Records provided:
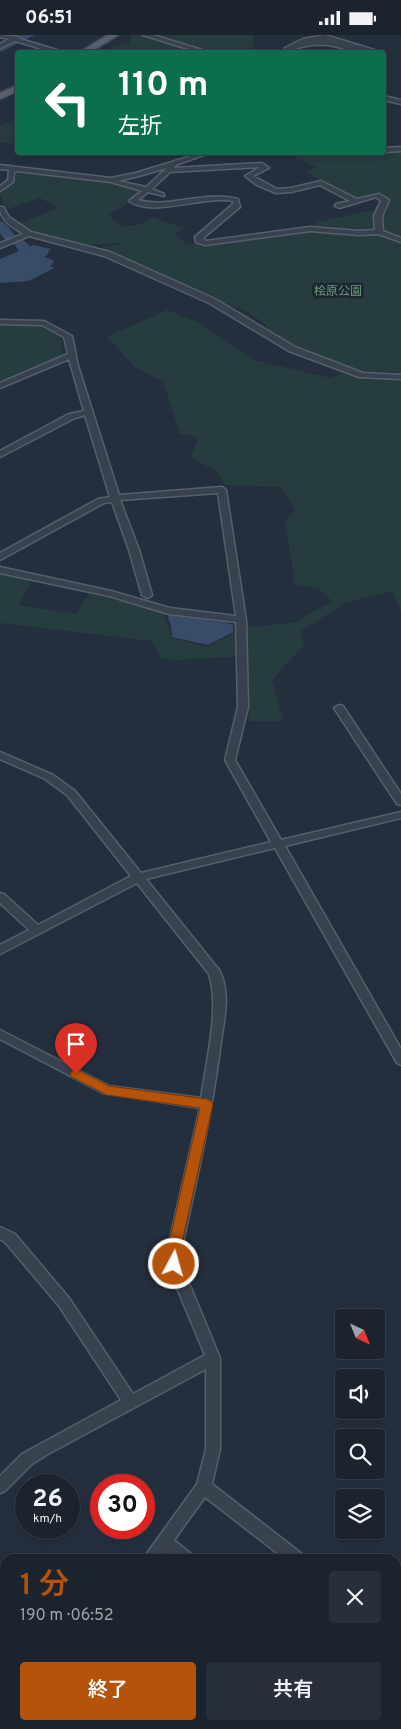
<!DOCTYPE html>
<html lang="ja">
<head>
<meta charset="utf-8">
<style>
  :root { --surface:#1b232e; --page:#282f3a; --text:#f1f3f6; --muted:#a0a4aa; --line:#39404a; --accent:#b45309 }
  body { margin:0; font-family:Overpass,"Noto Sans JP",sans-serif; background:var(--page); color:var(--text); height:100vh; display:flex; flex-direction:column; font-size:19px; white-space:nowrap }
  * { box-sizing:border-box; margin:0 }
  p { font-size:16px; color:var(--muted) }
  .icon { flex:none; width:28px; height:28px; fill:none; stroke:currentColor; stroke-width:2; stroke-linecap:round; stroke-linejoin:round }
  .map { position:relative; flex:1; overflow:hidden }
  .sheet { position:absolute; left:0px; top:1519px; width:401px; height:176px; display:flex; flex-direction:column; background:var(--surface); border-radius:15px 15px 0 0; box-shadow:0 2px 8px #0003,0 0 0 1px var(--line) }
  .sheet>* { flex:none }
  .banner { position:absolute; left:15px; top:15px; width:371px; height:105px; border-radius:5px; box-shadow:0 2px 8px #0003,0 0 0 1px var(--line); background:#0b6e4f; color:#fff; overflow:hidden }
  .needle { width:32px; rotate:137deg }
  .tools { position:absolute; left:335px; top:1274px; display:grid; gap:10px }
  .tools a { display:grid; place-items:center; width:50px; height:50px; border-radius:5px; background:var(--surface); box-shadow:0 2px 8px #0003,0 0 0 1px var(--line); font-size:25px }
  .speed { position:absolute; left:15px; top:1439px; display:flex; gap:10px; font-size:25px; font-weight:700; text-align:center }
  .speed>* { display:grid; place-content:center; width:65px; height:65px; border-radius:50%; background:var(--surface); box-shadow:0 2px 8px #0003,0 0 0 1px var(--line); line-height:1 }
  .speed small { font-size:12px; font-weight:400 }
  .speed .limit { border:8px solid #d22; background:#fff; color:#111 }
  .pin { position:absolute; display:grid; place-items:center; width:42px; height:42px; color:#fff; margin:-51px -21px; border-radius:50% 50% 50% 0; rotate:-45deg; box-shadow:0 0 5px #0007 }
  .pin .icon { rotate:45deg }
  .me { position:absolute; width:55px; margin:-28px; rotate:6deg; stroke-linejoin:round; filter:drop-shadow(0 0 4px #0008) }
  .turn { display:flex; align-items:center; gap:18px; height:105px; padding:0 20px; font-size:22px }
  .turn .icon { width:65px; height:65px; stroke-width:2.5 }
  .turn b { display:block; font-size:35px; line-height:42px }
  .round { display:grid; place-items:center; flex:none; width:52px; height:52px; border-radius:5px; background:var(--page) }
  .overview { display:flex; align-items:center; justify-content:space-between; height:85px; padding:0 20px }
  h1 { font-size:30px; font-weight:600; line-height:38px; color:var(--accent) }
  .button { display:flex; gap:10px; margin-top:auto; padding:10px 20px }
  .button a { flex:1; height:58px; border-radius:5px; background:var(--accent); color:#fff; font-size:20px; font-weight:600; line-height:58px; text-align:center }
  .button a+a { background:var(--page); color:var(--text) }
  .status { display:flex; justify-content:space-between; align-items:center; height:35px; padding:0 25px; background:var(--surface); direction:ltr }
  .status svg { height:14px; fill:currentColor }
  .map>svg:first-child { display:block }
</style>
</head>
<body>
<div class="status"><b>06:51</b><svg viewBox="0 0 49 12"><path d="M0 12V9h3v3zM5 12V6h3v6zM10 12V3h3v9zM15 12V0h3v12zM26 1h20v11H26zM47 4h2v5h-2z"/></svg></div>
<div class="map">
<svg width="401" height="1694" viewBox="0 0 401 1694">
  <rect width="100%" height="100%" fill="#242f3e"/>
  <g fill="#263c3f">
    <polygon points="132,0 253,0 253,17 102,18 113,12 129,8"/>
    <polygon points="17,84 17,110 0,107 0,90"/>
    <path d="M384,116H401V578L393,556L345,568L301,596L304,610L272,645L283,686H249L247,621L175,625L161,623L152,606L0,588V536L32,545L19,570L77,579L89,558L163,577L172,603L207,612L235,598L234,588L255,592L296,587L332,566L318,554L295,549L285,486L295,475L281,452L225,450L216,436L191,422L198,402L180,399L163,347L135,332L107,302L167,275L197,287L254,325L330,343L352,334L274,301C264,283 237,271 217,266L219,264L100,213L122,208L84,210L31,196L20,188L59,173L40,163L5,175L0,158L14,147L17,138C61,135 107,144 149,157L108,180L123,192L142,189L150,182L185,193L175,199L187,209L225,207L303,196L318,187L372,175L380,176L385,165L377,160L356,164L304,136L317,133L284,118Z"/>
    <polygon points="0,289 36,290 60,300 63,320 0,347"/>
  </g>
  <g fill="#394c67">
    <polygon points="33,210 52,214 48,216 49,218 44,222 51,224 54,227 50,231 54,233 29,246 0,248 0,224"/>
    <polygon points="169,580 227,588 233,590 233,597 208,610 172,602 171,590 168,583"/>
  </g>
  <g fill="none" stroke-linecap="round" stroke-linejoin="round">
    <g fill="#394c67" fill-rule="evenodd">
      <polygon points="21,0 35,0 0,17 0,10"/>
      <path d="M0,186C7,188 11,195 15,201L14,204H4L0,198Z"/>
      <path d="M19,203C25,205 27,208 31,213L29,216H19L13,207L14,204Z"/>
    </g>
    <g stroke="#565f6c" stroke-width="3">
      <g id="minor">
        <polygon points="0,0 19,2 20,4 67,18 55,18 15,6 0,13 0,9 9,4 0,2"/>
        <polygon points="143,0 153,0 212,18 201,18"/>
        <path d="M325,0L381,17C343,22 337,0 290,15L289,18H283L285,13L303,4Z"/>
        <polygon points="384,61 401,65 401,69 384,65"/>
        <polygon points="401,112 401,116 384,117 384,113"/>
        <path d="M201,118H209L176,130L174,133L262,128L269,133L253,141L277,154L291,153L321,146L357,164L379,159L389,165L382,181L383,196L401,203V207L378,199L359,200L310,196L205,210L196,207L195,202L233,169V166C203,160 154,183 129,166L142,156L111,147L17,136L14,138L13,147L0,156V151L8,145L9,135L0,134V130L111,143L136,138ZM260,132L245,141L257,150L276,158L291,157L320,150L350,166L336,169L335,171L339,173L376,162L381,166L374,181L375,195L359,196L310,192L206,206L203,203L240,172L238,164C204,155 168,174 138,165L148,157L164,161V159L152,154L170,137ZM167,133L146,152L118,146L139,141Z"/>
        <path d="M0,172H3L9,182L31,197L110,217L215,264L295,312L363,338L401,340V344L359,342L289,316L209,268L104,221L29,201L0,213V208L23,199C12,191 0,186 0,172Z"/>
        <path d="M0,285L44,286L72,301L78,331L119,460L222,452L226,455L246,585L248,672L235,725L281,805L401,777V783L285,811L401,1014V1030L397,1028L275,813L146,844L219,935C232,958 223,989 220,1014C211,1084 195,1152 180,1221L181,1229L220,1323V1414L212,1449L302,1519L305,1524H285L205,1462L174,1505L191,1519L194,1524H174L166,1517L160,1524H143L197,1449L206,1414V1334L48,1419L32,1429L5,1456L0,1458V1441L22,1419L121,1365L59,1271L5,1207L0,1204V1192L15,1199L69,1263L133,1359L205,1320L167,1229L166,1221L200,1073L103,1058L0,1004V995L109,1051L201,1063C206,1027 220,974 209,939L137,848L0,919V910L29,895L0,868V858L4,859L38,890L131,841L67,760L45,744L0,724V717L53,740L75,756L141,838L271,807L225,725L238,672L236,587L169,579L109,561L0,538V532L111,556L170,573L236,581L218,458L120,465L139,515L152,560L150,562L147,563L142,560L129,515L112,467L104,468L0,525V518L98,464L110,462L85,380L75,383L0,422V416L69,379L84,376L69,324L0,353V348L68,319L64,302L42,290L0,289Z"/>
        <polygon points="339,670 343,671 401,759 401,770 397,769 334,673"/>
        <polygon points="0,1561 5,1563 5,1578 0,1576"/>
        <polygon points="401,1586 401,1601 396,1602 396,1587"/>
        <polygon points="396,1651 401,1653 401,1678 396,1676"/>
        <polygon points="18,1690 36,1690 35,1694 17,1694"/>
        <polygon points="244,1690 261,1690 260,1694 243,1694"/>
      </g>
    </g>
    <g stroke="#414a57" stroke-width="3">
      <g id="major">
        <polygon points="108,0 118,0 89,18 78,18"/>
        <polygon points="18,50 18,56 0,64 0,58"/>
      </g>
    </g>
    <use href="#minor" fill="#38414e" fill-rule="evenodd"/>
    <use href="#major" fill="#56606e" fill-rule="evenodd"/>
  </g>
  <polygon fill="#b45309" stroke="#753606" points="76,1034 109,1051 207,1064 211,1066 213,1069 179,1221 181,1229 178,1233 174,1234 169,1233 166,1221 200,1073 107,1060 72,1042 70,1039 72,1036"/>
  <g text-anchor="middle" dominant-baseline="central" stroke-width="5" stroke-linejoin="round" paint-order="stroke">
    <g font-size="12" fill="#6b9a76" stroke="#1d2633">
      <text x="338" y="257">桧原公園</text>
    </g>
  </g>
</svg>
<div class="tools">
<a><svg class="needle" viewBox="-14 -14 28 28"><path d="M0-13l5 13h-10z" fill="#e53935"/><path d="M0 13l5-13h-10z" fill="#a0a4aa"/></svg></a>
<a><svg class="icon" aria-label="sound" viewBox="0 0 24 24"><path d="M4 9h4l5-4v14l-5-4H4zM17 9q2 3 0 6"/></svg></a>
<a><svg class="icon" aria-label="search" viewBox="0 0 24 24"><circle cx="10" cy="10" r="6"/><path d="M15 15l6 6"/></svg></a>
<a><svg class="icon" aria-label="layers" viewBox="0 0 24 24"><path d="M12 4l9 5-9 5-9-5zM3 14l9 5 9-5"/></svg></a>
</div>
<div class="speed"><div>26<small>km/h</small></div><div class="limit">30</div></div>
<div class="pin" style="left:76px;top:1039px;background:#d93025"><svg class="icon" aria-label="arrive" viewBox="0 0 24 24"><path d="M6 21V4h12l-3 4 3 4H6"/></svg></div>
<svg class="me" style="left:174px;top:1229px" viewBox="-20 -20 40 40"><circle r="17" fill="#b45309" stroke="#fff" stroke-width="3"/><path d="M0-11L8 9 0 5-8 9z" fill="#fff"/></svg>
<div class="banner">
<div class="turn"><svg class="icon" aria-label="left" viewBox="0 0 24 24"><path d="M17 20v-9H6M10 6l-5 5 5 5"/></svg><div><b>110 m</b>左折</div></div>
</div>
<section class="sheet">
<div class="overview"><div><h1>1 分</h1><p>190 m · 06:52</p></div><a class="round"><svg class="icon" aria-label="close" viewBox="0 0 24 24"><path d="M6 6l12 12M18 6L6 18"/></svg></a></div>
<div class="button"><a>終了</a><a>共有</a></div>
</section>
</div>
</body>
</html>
---
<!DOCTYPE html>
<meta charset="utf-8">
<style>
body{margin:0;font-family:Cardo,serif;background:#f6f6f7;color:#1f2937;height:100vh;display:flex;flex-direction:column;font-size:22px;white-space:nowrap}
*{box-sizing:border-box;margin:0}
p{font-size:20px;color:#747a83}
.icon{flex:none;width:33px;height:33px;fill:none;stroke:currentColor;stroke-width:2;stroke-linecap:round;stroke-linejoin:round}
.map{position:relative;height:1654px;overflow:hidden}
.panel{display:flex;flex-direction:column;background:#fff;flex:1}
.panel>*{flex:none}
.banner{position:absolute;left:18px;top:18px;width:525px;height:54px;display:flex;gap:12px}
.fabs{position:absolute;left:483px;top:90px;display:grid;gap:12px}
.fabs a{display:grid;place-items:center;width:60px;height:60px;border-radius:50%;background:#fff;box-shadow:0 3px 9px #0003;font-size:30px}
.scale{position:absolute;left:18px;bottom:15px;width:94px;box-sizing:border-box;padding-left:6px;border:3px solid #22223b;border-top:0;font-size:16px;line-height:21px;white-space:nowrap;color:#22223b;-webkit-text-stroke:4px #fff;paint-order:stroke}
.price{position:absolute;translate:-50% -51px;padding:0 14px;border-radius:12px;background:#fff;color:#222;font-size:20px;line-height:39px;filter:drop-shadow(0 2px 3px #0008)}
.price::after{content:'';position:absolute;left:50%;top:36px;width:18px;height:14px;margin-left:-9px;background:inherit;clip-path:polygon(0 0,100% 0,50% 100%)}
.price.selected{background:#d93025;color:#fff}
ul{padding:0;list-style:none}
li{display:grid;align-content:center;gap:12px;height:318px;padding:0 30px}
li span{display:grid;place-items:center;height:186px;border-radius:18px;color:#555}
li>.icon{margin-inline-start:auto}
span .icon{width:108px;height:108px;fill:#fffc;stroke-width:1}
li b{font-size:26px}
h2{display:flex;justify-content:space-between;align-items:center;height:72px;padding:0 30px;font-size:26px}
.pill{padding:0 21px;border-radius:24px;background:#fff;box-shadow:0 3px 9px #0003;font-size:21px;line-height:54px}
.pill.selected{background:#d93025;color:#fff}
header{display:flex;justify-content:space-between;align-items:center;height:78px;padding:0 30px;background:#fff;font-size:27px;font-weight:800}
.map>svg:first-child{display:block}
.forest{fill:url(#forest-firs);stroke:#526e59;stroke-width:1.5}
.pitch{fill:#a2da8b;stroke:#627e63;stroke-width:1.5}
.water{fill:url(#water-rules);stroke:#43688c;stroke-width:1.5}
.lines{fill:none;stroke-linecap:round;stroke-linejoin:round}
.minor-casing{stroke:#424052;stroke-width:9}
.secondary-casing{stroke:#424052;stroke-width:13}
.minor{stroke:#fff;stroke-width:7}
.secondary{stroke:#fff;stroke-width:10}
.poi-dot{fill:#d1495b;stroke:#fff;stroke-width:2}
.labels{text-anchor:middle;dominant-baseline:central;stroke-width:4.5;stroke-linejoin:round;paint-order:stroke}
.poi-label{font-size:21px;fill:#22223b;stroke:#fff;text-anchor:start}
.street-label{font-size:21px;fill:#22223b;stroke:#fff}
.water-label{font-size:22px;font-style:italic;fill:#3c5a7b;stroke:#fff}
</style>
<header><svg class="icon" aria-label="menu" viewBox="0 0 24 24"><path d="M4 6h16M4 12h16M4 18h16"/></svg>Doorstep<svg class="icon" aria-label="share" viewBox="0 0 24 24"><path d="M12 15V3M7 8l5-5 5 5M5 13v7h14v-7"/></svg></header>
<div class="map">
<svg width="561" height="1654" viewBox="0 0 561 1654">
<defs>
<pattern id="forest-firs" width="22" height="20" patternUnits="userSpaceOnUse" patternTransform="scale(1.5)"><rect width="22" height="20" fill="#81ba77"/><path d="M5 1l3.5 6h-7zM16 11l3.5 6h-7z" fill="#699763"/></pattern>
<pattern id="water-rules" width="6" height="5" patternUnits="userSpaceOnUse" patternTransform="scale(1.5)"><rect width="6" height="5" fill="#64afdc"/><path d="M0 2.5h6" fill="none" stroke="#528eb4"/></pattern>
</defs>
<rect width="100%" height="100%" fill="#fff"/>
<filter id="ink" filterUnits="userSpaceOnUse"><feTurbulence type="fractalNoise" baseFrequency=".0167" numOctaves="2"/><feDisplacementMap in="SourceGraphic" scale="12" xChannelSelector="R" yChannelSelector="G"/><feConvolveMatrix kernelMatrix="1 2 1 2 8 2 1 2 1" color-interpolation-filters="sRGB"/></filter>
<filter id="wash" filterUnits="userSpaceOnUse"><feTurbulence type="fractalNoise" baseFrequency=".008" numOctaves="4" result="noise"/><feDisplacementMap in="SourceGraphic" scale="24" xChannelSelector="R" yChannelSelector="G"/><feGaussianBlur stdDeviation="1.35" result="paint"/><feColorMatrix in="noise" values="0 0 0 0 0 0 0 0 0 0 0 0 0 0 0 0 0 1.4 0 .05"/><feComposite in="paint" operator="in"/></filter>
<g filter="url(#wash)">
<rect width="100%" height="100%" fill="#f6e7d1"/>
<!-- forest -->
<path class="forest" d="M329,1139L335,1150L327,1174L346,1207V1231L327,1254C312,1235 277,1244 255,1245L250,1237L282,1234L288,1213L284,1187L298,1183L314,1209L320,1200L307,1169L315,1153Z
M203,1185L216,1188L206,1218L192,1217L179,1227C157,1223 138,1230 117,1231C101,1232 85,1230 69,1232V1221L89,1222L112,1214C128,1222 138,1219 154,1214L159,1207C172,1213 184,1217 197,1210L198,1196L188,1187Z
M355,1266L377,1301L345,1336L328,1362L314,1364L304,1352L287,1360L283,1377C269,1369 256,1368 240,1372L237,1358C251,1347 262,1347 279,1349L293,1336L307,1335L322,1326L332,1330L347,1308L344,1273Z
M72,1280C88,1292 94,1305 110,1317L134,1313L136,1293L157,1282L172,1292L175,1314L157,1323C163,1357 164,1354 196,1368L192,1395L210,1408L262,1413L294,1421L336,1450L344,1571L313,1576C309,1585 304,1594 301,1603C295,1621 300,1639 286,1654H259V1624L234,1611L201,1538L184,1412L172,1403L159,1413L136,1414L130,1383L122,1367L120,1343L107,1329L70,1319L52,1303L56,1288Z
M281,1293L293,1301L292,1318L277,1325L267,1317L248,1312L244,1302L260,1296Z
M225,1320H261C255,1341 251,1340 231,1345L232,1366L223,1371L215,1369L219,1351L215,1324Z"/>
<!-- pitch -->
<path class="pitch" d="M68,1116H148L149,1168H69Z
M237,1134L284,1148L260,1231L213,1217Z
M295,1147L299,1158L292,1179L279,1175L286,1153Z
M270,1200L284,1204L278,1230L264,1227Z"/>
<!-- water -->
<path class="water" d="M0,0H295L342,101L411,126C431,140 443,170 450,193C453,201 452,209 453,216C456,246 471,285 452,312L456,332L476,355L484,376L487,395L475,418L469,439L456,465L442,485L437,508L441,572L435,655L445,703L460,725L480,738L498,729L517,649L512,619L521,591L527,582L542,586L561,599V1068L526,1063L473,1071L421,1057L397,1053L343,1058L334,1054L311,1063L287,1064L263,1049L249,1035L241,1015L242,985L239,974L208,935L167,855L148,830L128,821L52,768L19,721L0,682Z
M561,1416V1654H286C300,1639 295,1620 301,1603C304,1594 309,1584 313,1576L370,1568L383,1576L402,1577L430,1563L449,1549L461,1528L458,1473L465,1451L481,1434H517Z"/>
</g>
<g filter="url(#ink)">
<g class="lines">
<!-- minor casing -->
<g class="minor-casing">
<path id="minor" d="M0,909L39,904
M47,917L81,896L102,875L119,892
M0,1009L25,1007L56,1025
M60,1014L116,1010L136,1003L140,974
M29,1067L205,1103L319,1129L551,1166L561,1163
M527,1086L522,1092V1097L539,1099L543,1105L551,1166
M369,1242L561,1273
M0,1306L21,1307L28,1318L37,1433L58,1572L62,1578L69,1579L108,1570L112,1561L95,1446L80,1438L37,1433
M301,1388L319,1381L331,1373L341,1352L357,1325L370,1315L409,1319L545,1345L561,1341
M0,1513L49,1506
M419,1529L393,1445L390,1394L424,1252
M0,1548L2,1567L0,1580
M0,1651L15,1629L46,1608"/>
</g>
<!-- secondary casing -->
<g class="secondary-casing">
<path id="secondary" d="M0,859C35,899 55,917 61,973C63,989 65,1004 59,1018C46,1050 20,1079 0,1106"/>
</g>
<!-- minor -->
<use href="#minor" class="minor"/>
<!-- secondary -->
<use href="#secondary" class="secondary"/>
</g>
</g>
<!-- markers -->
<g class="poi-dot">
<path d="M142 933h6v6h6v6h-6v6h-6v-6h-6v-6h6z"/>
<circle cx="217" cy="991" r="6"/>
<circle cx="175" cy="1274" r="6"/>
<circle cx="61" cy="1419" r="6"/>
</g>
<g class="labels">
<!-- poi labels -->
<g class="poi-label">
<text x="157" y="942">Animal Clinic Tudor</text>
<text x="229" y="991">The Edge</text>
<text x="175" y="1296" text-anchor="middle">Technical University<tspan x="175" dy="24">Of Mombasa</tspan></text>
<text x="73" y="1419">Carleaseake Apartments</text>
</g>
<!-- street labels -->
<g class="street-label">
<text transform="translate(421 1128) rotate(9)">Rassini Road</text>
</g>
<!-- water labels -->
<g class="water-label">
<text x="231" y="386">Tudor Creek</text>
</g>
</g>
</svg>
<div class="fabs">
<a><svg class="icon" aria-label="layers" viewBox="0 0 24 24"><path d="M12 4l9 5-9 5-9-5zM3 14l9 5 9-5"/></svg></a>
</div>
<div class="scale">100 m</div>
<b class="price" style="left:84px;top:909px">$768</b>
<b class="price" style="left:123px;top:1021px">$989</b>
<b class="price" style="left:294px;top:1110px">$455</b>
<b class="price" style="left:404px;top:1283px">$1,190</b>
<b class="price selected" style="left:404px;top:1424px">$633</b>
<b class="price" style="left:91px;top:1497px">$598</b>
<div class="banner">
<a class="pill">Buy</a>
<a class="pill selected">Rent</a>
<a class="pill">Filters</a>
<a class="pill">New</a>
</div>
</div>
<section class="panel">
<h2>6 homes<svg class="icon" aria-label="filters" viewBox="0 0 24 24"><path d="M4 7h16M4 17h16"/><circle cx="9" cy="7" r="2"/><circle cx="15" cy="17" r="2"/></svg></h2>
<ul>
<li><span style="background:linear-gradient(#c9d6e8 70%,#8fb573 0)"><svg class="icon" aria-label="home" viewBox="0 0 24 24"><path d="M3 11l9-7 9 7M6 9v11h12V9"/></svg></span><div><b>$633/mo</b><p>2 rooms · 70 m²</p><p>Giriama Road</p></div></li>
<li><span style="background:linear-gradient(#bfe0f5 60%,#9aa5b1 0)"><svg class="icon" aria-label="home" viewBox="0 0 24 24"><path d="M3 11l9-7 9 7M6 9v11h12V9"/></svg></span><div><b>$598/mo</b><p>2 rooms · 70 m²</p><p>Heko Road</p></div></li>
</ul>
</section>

What is being asked:
Lines above with "tools" in them are the ones to copy.

Response area:
  .tools { position:absolute; left:335px; top:1274px; display:grid; gap:10px }
  .tools a { display:grid; place-items:center; width:50px; height:50px; border-radius:5px; background:var(--surface); box-shadow:0 2px 8px #0003,0 0 0 1px var(--line); font-size:25px }
<div class="tools">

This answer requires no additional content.